The DataFrame object allows us to easily select data based on multiple axes. For example, if we want to list all of the costs for `Store 1`, all we have to do is supply two parameters to the `loc` attribute: the row name and the column name.

In [7]:
# Rows: Store 1
# Cols: Cost
df.loc['Store 1', 'Cost']

Store 1    22.5
Store 1     2.5
Name: Cost, dtype: float64

What if we want to select an entire column, such as all of the costs? This may seem tricky, because every `loc` or `iloc` query must start with a row index. However, Pandas provides some ways around this.
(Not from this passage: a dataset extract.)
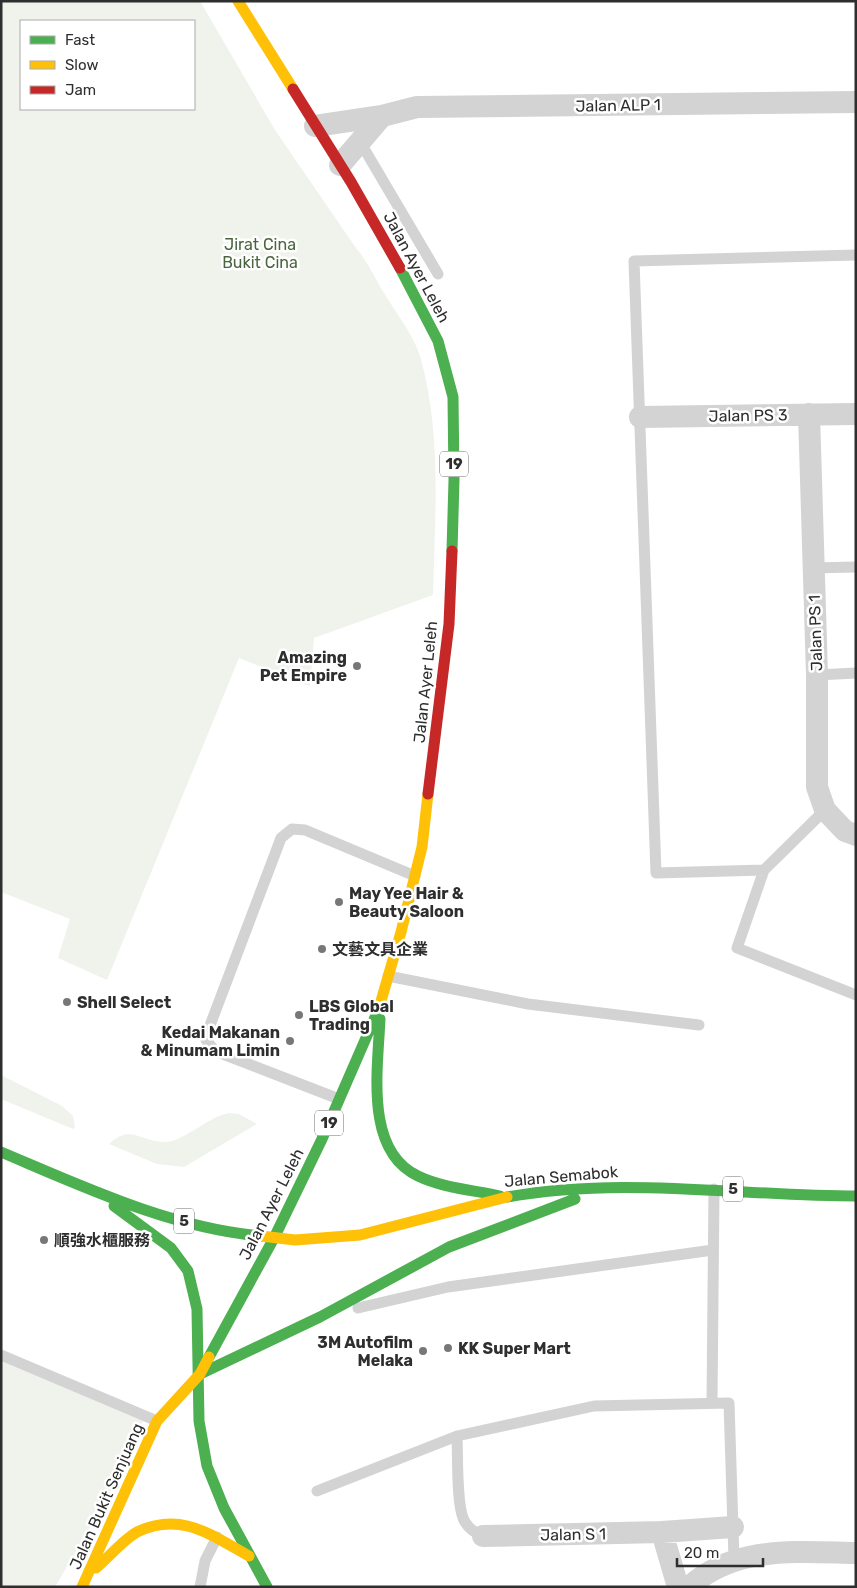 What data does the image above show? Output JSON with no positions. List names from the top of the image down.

The first way takes advantage of the **transpose** of the DataFrame, which is what we call the same data with the rows and columns flipped.

In [8]:
df.T

Unnamed: 0,Store 1,Store 1.1,Store 2
Name,Mr. Chung,Dr. Gaines,Mr. Lucey
Item,Dog Food,Kitty Litter,Bird Seed
Cost,22.5,2.5,5


By taking the transpose of `df`, we make it so that `Cost` is its own row; then, we can simply query using the `loc` attribute as usual.

In [9]:
# Rows: Cost
# Cols: (all)
df.T.loc['Cost']

Store 1    22.5
Store 1     2.5
Store 2       5
Name: Cost, dtype: object

However, this is a little bit ugly, so Pandas provides an even easier way! Since `loc` and `iloc` query by row, the operation of indexing directly on a DataFrame is reserved for querying by column. Columns always have names, so this will never cause a problem like it might with a Series.

In [10]:
# Rows: (all)
# Cols: Cost
df['Cost']

Store 1    22.5
Store 1     2.5
Store 2     5.0
Name: Cost, dtype: float64

Since querying a DataFrame returns either a Series or another DataFrame, we can **chain** operations together. Here's another way we could have queried for all `Store 1` costs, using operation chaining.

In [11]:
# Rows: Store 1
# Cols: Cost
df.loc['Store 1']['Cost']

Store 1    22.5
Store 1     2.5
Name: Cost, dtype: float64

**Important note:** chaining is great, but be careful about when you use it! Chaining causes Pandas to return a *copy* of the DataFrame instead of a *view* of the original, and is thus slower and more memory-intensive than necessary.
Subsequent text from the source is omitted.